(DATASET)
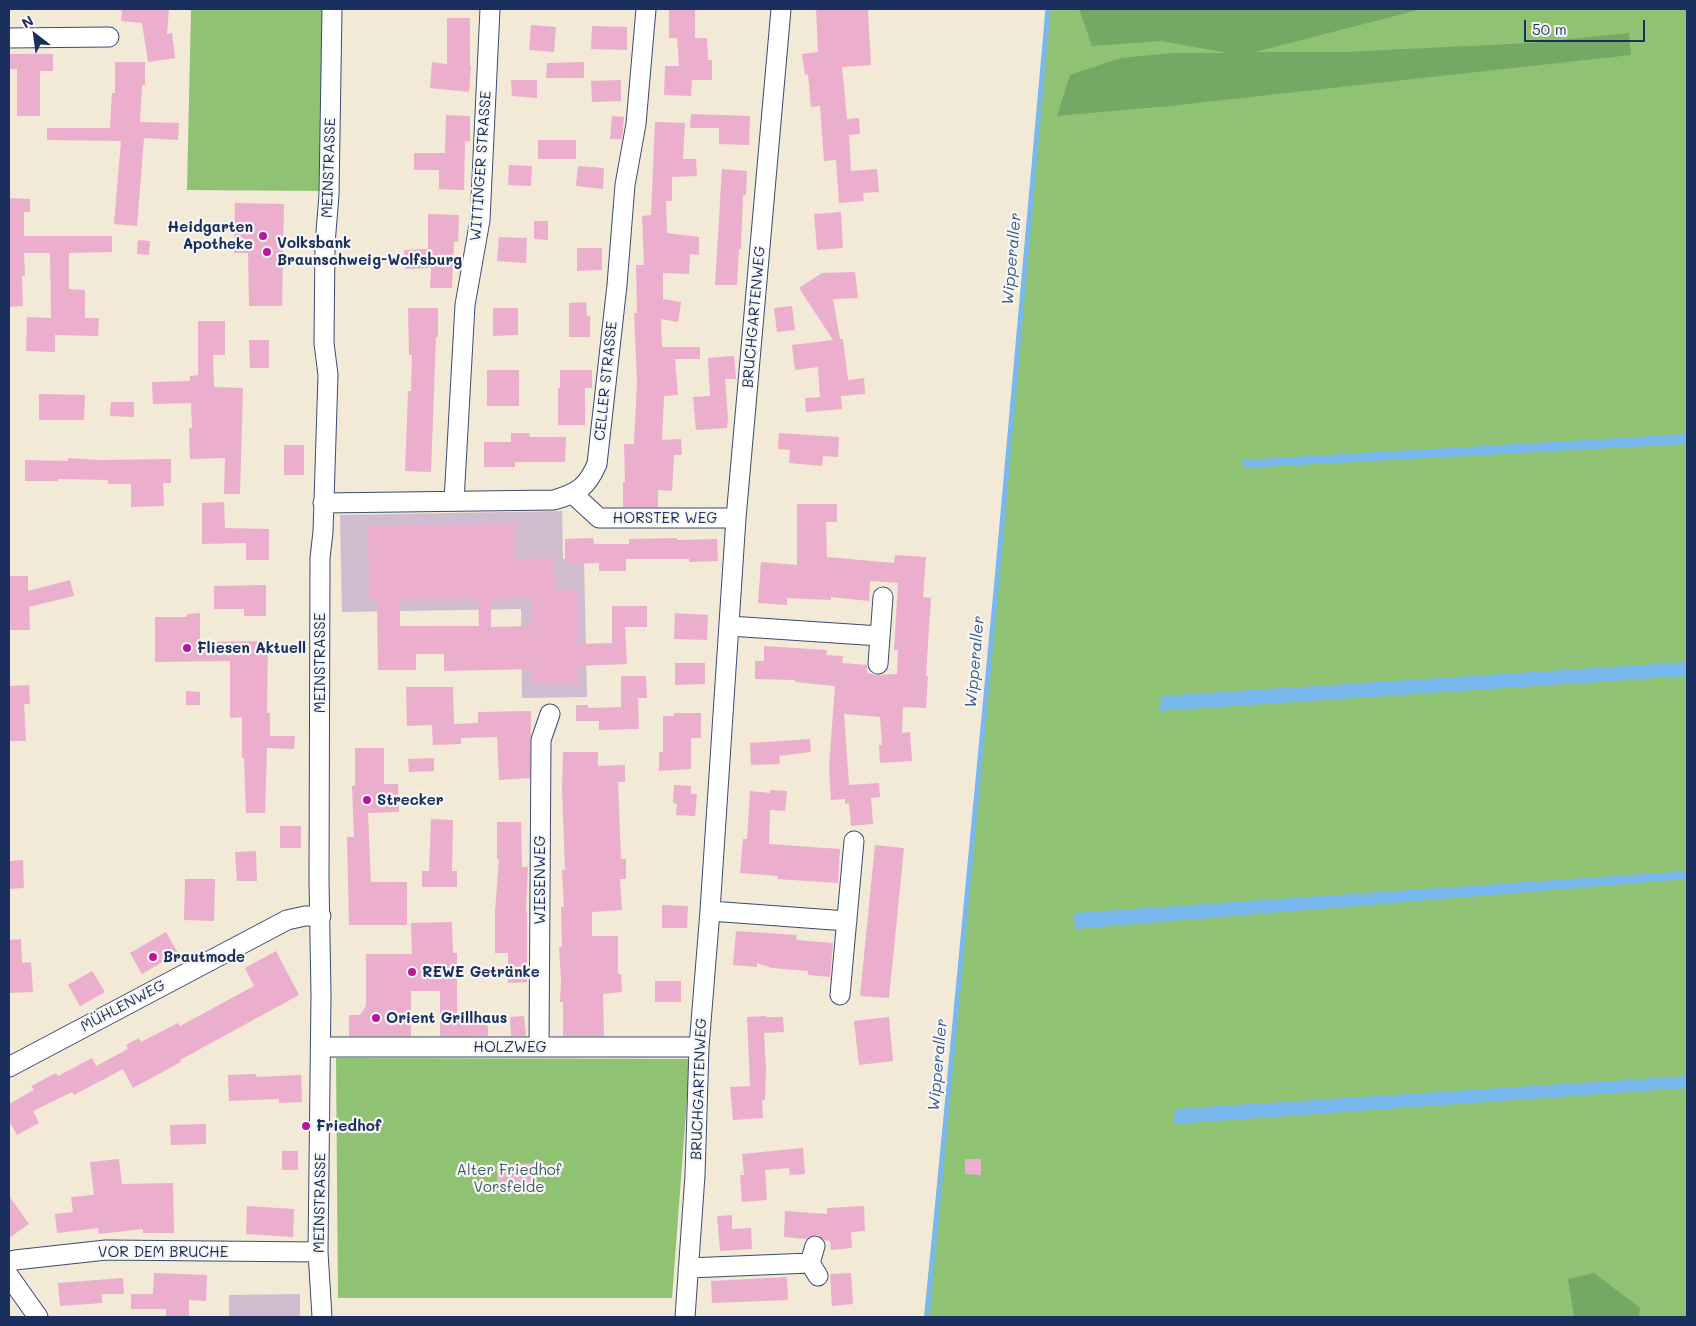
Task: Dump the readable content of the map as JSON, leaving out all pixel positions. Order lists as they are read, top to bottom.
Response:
{
  "streets": {
    "street": [
      "WITTINGER STRASSE",
      "MEINSTRASSE",
      "BRUCHGARTENWEG",
      "CELLER STRASSE",
      "HORSTER WEG",
      "WIESENWEG",
      "MÜHLENWEG",
      "HOLZWEG",
      "VOR DEM BRUCHE"
    ]
  },
  "crossings": [
    ["WITTINGER STRASSE", "CELLER STRASSE"],
    ["MEINSTRASSE", "CELLER STRASSE"],
    ["MEINSTRASSE", "MÜHLENWEG"],
    ["MEINSTRASSE", "HOLZWEG"],
    ["MEINSTRASSE", "VOR DEM BRUCHE"],
    ["BRUCHGARTENWEG", "HORSTER WEG"],
    ["BRUCHGARTENWEG", "HOLZWEG"],
    ["CELLER STRASSE", "HORSTER WEG"],
    ["WIESENWEG", "HOLZWEG"]
  ],
  "water": ["Wipperaller"],
  "parks": ["Alter Friedhof Vorsfelde"],
  "places": [
    "Heidgarten Apotheke",
    "Volksbank Braunschweig-Wolfsburg",
    "Fliesen Aktuell",
    "Strecker",
    "Brautmode",
    "REWE Getränke",
    "Orient Grillhaus",
    "Friedhof"
  ],
  "scale_bar": "50 m",
  "north": "top left"
}
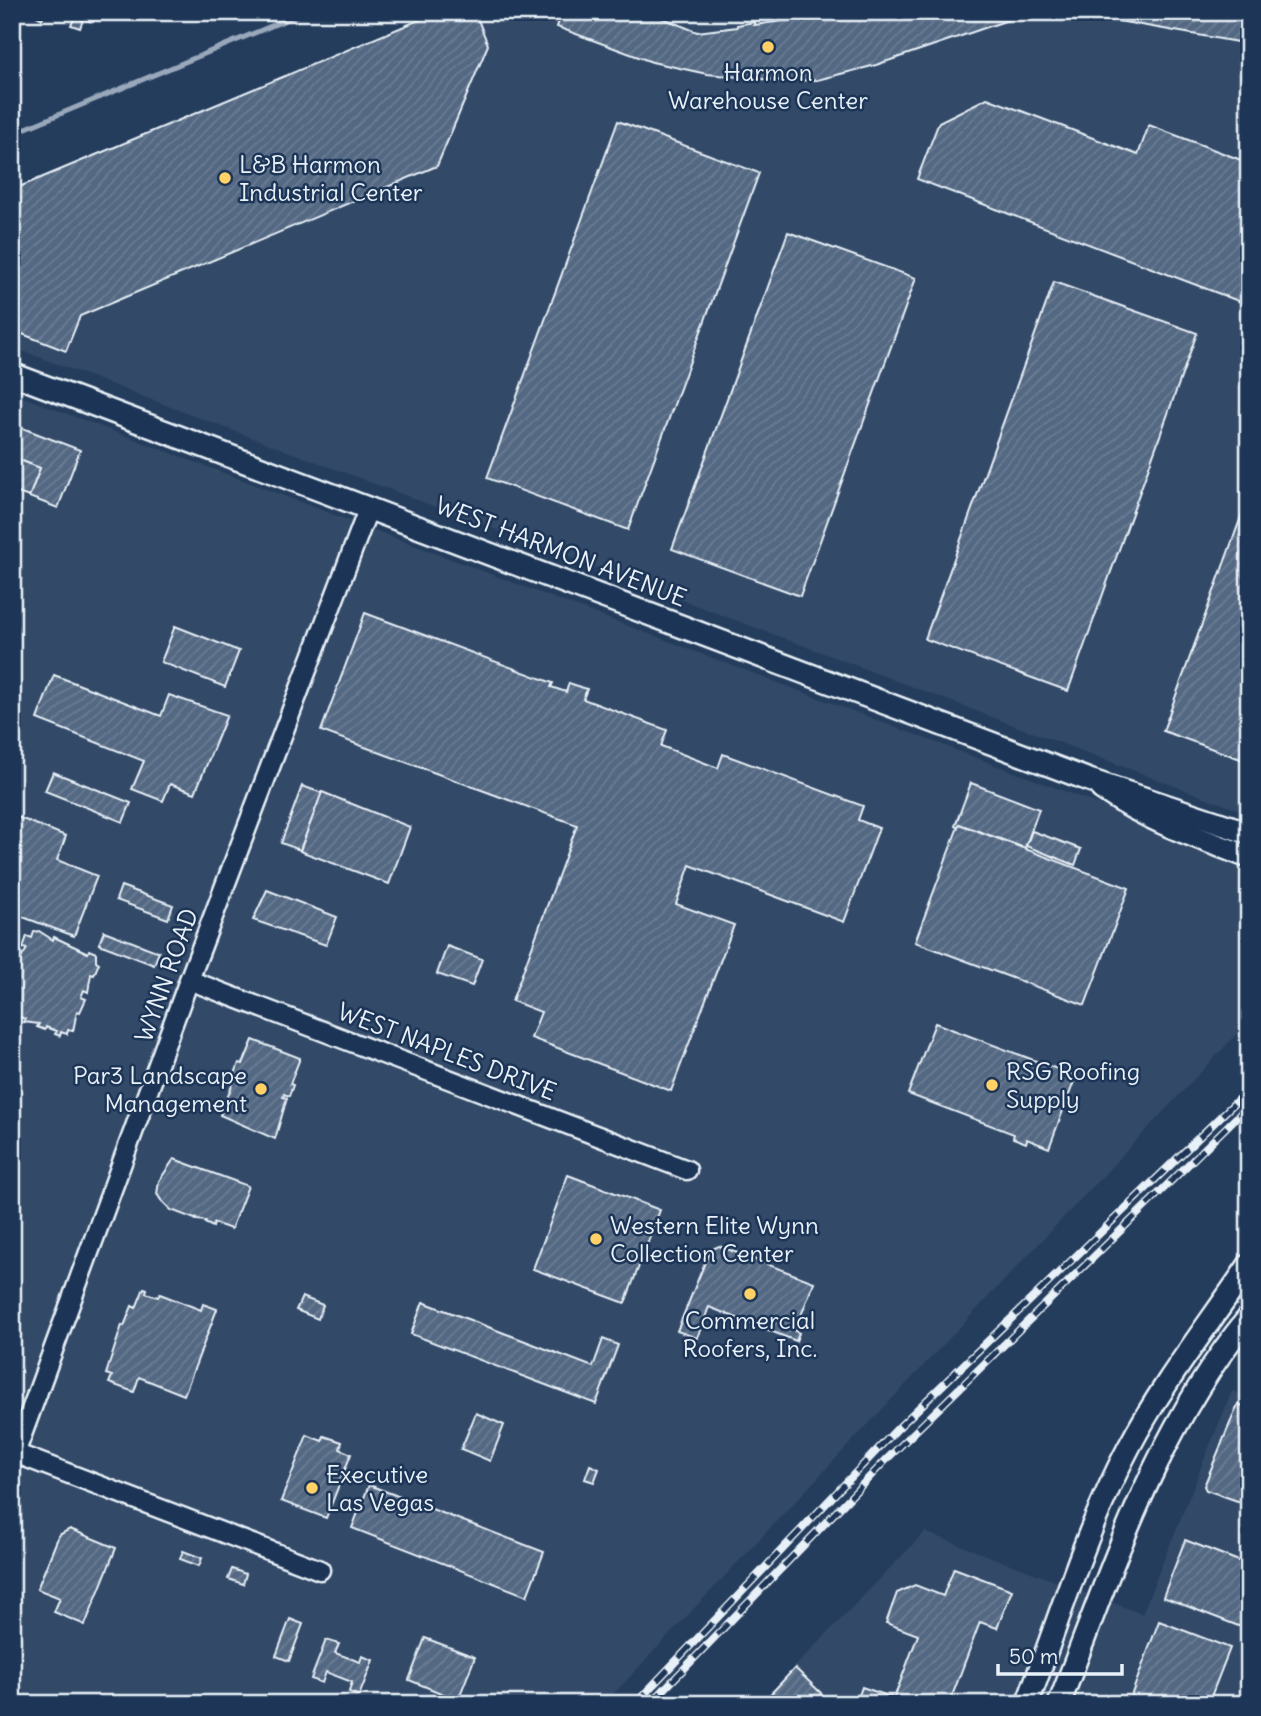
(End DATASET)
Work out how many lines in the entries contain "BRUCHE" and give that number alone.

2